Magda Parasidis is one of the artists featured, and her work displays a theme of social and systemic issues. She said her work stems both aesthetically and conceptually from issues of urban poverty and urban ghetto.

“What I’ve always felt is that real issues of poverty and racism aren’t always addressed directly,” Parasidis said.

Parasidis, along with other featured artists, will attend the Gallery Hop event on March 2 from 11 a.m. to 10 p.m. to discuss her work with those interested.

“It’s an opportunity to engage,” she said. “We need to create spaces like this — it’s a form of activism. Staying critically conscious, politically sensitive [and] awake.”

Priscilla Roggenkamp will also be featured; her pieces offer a sense of memory and tactile reminders of what we hold onto. She said a lot of the works in the show demonstrate “what we carry in life” and show “part of who we are.”

Roggenkamp said that this show and ones like it are important to making a work of art and not just having it sit in the studio.

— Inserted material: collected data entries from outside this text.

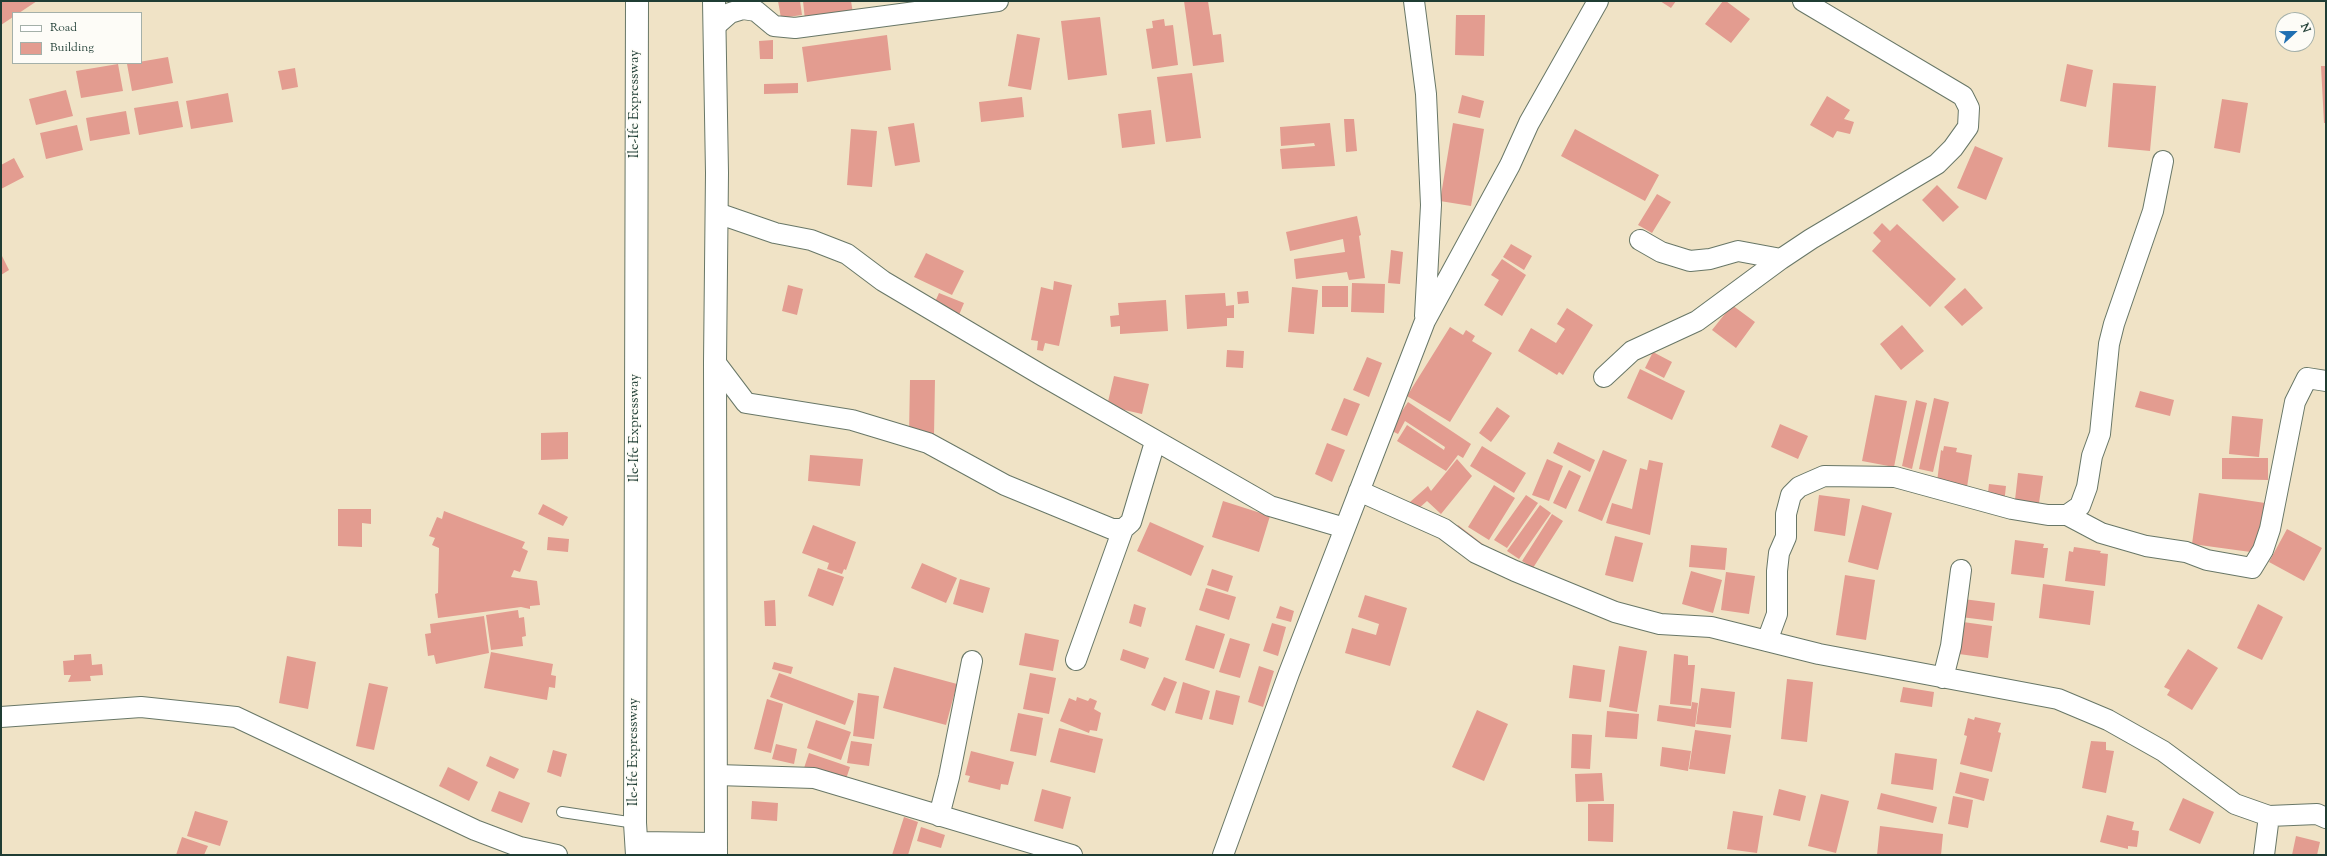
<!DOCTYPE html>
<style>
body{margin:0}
#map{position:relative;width:2327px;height:856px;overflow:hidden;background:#f0e3c6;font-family:"Sorts Mill Goudy",serif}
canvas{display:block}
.frame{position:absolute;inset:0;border:2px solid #1f3d34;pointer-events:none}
.legend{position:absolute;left:12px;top:12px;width:130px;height:52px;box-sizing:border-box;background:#fdfcf7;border:1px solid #a4b0a9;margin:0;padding:5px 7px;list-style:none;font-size:12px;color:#1f3d34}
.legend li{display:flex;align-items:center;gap:8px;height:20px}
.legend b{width:20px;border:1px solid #a4b0a9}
.north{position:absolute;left:2275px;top:12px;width:40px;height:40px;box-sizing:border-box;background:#fdfcf7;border:1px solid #a4b0a9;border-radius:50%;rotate:68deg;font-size:11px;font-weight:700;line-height:16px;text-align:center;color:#1f3d34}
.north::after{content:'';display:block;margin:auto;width:14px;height:18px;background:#1f6fb2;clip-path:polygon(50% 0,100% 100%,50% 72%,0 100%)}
</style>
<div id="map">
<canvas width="2327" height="856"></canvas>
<div class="frame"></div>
<ul class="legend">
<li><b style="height:5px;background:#fff"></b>Road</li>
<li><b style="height:11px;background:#e39c90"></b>Building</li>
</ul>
<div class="north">N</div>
</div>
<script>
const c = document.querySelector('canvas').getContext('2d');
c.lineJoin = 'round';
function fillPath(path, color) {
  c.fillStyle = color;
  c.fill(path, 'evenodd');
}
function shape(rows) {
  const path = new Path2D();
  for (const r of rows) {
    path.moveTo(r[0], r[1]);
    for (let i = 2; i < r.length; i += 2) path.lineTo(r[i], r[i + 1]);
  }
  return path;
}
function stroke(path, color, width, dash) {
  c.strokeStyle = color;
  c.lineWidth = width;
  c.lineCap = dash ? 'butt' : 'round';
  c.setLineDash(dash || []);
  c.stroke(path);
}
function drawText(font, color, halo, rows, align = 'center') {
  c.font = font + ' "Sorts Mill Goudy",serif';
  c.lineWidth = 3;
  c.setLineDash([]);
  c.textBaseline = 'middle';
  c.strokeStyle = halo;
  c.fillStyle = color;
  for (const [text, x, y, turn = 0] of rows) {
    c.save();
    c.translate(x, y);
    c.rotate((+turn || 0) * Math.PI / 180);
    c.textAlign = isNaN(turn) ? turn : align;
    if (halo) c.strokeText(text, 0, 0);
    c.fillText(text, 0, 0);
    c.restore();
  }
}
fillPath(shape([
 [1,1,37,1,19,13,13,13,13,17,1,25],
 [778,1,800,1,802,15,781,18],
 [803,1,851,1,853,13,805,20],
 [1184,1,1208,1,1213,35,1221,34,1224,62,1193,66],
 [1660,1,1676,1,1671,8],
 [1723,1,1726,1,1750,19,1731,43,1705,24],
 [1456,15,1485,15,1484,56,1455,55],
 [1100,17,1107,75,1068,80,1061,21],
 [1164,19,1165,26,1173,25,1178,65,1152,69,1146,29,1153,28,1152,21],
 [1017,34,1040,38,1031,90,1008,86],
 [887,35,891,70,807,82,802,47],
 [773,40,773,59,760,59,759,41],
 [168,57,173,83,132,91,127,64],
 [118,64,123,91,81,98,76,71],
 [2067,64,2093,70,2086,107,2060,101],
 [2321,66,2326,66,2326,123,2324,123],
 [295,68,298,87,282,90,278,71],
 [1192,73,1201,138,1166,142,1157,77],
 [798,83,798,93,764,94,764,84],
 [2113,83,2156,86,2150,151,2108,147],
 [66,90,73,116,36,125,29,99],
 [228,93,233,122,191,129,186,101],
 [1462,95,1484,101,1480,118,1458,113],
 [1827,96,1850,110,1844,119,1854,122,1850,134,1837,131,1833,138,1810,125],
 [1022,97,1024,117,981,122,979,102],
 [2222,99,2248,103,2240,153,2214,148],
 [178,101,183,127,139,135,134,108],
 [1151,110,1155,144,1122,148,1118,114],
 [126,111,130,134,90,141,86,118],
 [1344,119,1354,119,1357,151,1346,152],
 [914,123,920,162,895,166,888,127],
 [1330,123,1335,166,1282,169,1280,149,1315,146,1314,143,1281,146,1280,127],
 [1453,123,1484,129,1471,206,1440,201],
 [77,125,83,150,46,159,40,133],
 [851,129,877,131,872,187,847,185],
 [1575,129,1659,175,1645,201,1561,156],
 [1975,146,2003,158,1986,200,1957,188],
 [14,158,24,177,1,189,1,165],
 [1937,185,1959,207,1943,222,1922,200],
 [1657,194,1671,202,1652,233,1638,225],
 [1357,216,1361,235,1359,236,1365,278,1349,280,1347,272,1296,279,1294,259,1345,252,1343,239,1290,251,1286,232],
 [1882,223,1890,231,1897,224,1956,279,1930,307,1872,251,1881,241,1873,233],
 [1511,244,1532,256,1524,270,1503,257],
 [1391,250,1403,252,1400,284,1388,283],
 [926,253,964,271,952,295,914,277],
 [1,254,9,270,1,275],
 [1502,259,1526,275,1502,316,1484,305,1499,280,1491,275],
 [1054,281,1072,285,1059,346,1045,343,1043,351,1037,350,1038,341,1031,340,1041,287,1053,290],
 [1352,283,1385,284,1384,313,1351,312],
 [788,285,803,289,797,315,782,311],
 [1322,286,1348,286,1348,307,1322,307],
 [1292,287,1318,290,1314,334,1288,332],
 [1965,288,1983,308,1962,326,1944,307],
 [1248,291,1249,303,1238,304,1237,292],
 [939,293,964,303,959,315,934,304],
 [1225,293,1226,306,1234,305,1234,318,1227,318,1227,326,1187,329,1185,295],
 [1166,300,1168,331,1120,334,1120,326,1111,327,1110,316,1119,315,1118,303],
 [1732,305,1755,322,1736,348,1712,330],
 [1567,308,1593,325,1563,375,1559,372,1557,375,1518,351,1531,328,1556,343,1565,329,1557,324],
 [1902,325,1924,351,1901,370,1880,344],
 [1450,327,1463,335,1466,330,1475,336,1472,341,1492,353,1450,422,1407,396],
 [1227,350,1244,351,1243,368,1226,367],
 [1653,352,1672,362,1664,378,1645,368],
 [1367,357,1382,363,1369,397,1353,390],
 [1640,369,1685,391,1672,420,1627,398],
 [1114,376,1149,384,1142,414,1107,406],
 [910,380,935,380,934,435,909,434],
 [2140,391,2174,400,2170,416,2135,407],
 [1875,395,1907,401,1894,467,1862,461],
 [1344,398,1360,404,1347,436,1331,430],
 [1934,398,1949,402,1933,472,1919,469],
 [1916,400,1927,403,1912,469,1902,466],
 [1408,402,1471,444,1463,458,1458,455,1446,471,1397,441,1407,425,1444,450,1445,447,1405,421,1398,434,1392,431,1399,418,1398,417],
 [1497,407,1510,416,1491,442,1479,433],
 [2232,416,2263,419,2259,457,2229,454],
 [1780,424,1808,436,1798,459,1771,447],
 [568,432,568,459,541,460,541,433],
 [1558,442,1595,460,1590,472,1553,453],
 [1327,443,1345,450,1332,482,1315,474],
 [1482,446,1526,473,1514,493,1470,466],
 [1944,446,1957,448,1956,452,1972,455,1967,487,1937,482,1941,450,1943,451],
 [1603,450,1627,460,1602,521,1578,511],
 [810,455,863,459,860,486,808,481],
 [2222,458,2268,458,2268,480,2222,479],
 [1457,459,1472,476,1441,514,1427,501,1417,510,1410,502,1428,486,1431,491],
 [1547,459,1563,466,1549,501,1532,495],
 [1649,460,1663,463,1650,535,1606,523,1612,503,1632,509,1640,468,1647,470],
 [1569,470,1581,476,1566,509,1553,503],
 [2018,473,2043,476,2039,503,2015,500],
 [1989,484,2006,486,2004,504,1987,501],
 [1494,485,1515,498,1489,540,1468,527],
 [2199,493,2265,503,2258,553,2192,544],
 [1526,495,1538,503,1507,548,1494,540],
 [1819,495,1850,499,1845,536,1814,531],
 [1223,501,1270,516,1259,552,1212,537],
 [543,504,568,517,563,526,538,514],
 [1540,505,1551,513,1519,559,1507,551],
 [1862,505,1892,513,1878,570,1848,562],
 [338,509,371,509,371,524,362,523,362,547,338,546],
 [444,511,525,542,522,548,528,551,520,572,514,570,511,577,537,581,540,605,530,606,530,609,521,607,438,618,435,594,438,593,439,548,432,545,435,538,429,536,437,517,442,519],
 [1552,514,1563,521,1533,568,1522,561],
 [1150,522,1204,546,1191,576,1137,551],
 [813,525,856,542,846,570,844,569,842,574,827,569,829,563,802,553],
 [1458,525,1488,548,1453,531],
 [2287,529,2322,548,2304,581,2269,562],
 [1615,536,1643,543,1633,582,1605,575],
 [548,537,569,539,568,552,547,550],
 [2015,540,2044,544,2043,548,2048,548,2044,578,2011,574],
 [1691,545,1727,548,1725,570,1689,567],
 [2074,547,2101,551,2100,553,2108,554,2105,586,2065,581,2069,551,2073,552],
 [922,563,957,578,946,603,911,588],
 [818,568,844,577,833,606,808,596],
 [1212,569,1233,576,1228,592,1207,585],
 [1691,571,1722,580,1713,613,1682,604],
 [1726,572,1755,576,1749,614,1721,610],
 [1845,575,1875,580,1866,640,1836,635],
 [960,579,990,588,983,613,953,604],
 [2043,584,2094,591,2090,625,2039,618],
 [1206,588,1236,597,1229,620,1199,610],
 [1365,595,1407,608,1390,666,1345,653,1352,628,1376,635,1379,624,1358,617],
 [1963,599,1995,603,1993,621,1961,617],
 [775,600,776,626,765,626,764,601],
 [1134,604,1146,608,1141,627,1129,623],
 [2258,604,2283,617,2262,660,2237,648],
 [1280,606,1294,611,1291,622,1276,618],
 [518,610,519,618,524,617,526,636,522,637,523,646,491,650,486,615],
 [484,616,489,653,436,664,434,655,428,656,425,634,431,633,430,624],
 [1963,622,1992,626,1988,658,1959,654],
 [1272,623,1286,627,1278,656,1263,651],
 [1196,625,1225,634,1214,669,1185,660],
 [1025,633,1059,640,1053,671,1019,665],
 [1230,638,1250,644,1240,678,1219,672],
 [1619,646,1647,651,1637,712,1609,707],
 [1123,649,1149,658,1145,669,1120,660],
 [2188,649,2218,668,2192,710,2167,695,2170,690,2164,687],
 [491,652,553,664,551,675,556,676,555,688,549,687,547,700,484,688],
 [91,654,92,665,102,664,103,675,90,676,91,681,68,682,71,675,64,675,63,661,74,660,74,655],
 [1674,654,1688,656,1688,665,1695,665,1691,706,1670,704],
 [287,656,316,662,308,709,279,703],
 [774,662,793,667,791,674,772,669],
 [1573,665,1605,670,1601,702,1569,698],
 [1259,666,1274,671,1263,707,1248,702],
 [894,667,957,684,946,725,883,708],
 [779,673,854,701,845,725,770,697],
 [1030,673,1056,678,1049,714,1023,709],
 [1164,677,1177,682,1165,711,1151,705],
 [1787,679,1813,682,1807,742,1781,739],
 [1183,682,1210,691,1202,720,1175,713],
 [369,683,388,687,374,750,356,746],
 [1903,687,1934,692,1932,707,1900,702],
 [1701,688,1735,692,1731,728,1696,724],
 [1216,690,1240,696,1233,725,1209,719],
 [858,693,879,696,874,739,853,736],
 [1077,697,1088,701,1090,698,1097,701,1094,709,1101,713,1097,731,1090,730,1089,733,1060,721,1069,698,1076,701],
 [767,699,783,704,771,753,754,749],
 [1692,702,1698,703,1695,727,1657,721,1659,705,1691,709],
 [1477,710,1508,724,1484,781,1452,767],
 [1607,711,1639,714,1637,739,1605,737],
 [1018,713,1043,718,1036,756,1010,751],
 [1975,717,2001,723,1998,732,2001,733,1992,772,1960,764,1967,736,1964,735,1968,718,1974,720],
 [816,720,851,732,841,760,807,748],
 [1059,728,1103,739,1095,773,1050,762],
 [1695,730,1731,735,1725,774,1689,769],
 [1572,734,1592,735,1590,769,1571,768],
 [851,741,872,744,869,766,847,763],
 [2091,741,2106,742,2106,750,2114,751,2106,793,2082,788],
 [776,744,797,749,794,764,772,759],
 [1662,747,1691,751,1688,771,1660,766],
 [553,750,567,754,561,777,547,772],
 [971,751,1014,762,1008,785,1001,784,1000,790,968,782,970,776,965,775],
 [809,753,850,767,844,785,803,771],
 [1895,753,1937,759,1933,790,1891,784],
 [490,756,519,769,514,779,486,766],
 [448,767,478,782,469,801,439,786],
 [1960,772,1989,779,1984,801,1955,793],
 [1602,773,1604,801,1576,802,1575,774],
 [1042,789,1071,797,1063,829,1034,821],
 [1779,789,1806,796,1800,821,1773,815],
 [499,791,530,803,522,823,491,811],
 [1881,793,1937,807,1933,823,1877,809],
 [1821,794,1849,801,1836,853,1808,846],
 [1953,796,1973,800,1968,828,1948,824],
 [2183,798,2214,812,2200,844,2169,830],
 [752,801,778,803,777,821,751,819],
 [1588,804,1614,804,1613,842,1588,841],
 [195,811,228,821,220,846,187,836],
 [1733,811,1763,816,1757,853,1727,849],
 [2107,815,2134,822,2132,830,2139,831,2137,847,2128,846,2128,849,2100,842],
 [904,817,918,822,908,855,892,855],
 [1880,826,1943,834,1941,855,1877,855],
 [921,827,945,835,941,848,917,841],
 [2296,836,2320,842,2317,855,2292,855],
 [182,837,208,846,204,855,176,855]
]), '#e39c90');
const lane = shape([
 [562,812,635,823]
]);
const street = shape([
 [1414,1,1426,94,1431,205,1425,316],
 [714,27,730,13,743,9,756,11,774,26,795,28,998,1],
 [717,213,775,233,811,240,847,254,883,281,1043,376,1270,506,1345,528],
 [1640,240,1661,252,1690,261,1710,259,1738,251,1781,259,1811,239,1937,164,1953,148,1968,127,1969,108,1963,96,1803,1],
 [715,362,746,403,852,420,928,443,1005,485,1112,529,1123,529],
 [1604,377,1632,351,1697,321,1781,259],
 [1359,491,1444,529,1476,553,1515,571,1615,612,1660,624,1711,627,1819,654,2058,699,2108,720,2163,751,2235,804,2269,816,2317,814,2326,818],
 [2067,515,2101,533,2146,546,2186,552,2207,560,2252,568,2263,550,2270,529,2295,402,2307,378,2326,381],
 [1767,641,1777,614,1777,571,1779,553,1786,537,1786,514,1791,495,1799,487,1808,483,1824,476,1895,477,2012,509,2048,515,2067,515,2080,506,2087,487,2092,456,2100,434,2109,344,2114,324,2153,211,2163,161],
 [1076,660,1123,529,1131,522,1155,442],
 [1943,678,1951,646,1961,570],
 [1,717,141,707,236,717,475,830,520,847,557,855],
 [717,775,814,778,1072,855],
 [939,816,949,777,972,661],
 [1223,855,1289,673,1425,321,1510,165,1529,123,1598,1],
 [2264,855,2269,816]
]);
const primary = shape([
 [637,1,635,823,637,855],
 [714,1,717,173,715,362,716,855],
 [638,843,716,844]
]);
stroke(lane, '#687767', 12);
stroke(street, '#687767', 22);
stroke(primary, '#687767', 24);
stroke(lane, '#fff', 10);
stroke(street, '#fff', 20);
stroke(primary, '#fff', 22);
drawText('14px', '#1f3d34', '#fdfcf7', [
 ["Ile-Ife Expressway",636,104,-90],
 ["Ile-Ife Expressway",636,428,-90],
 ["Ile-Ife Expressway",635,752,-90]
]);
</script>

“Caren has given her artists an opportunity to have a dialogue that’s not always about, ‘Is this beautiful? Will it fit over my dining room table?’ And that’s important, too, but the dialogue of something that is political or personal or feminist or whatever, that dialogue is just what art is about at its core,” she said.

Roggenkamp will offer not only her textile artwork to the show, but she will be playing with her bluegrass band Rock Salt and Nails 6–8 p.m. during Gallery Hop.

The exhibition opens Thursday in preparation for Gallery Hop and will be available to view for two months afterwards.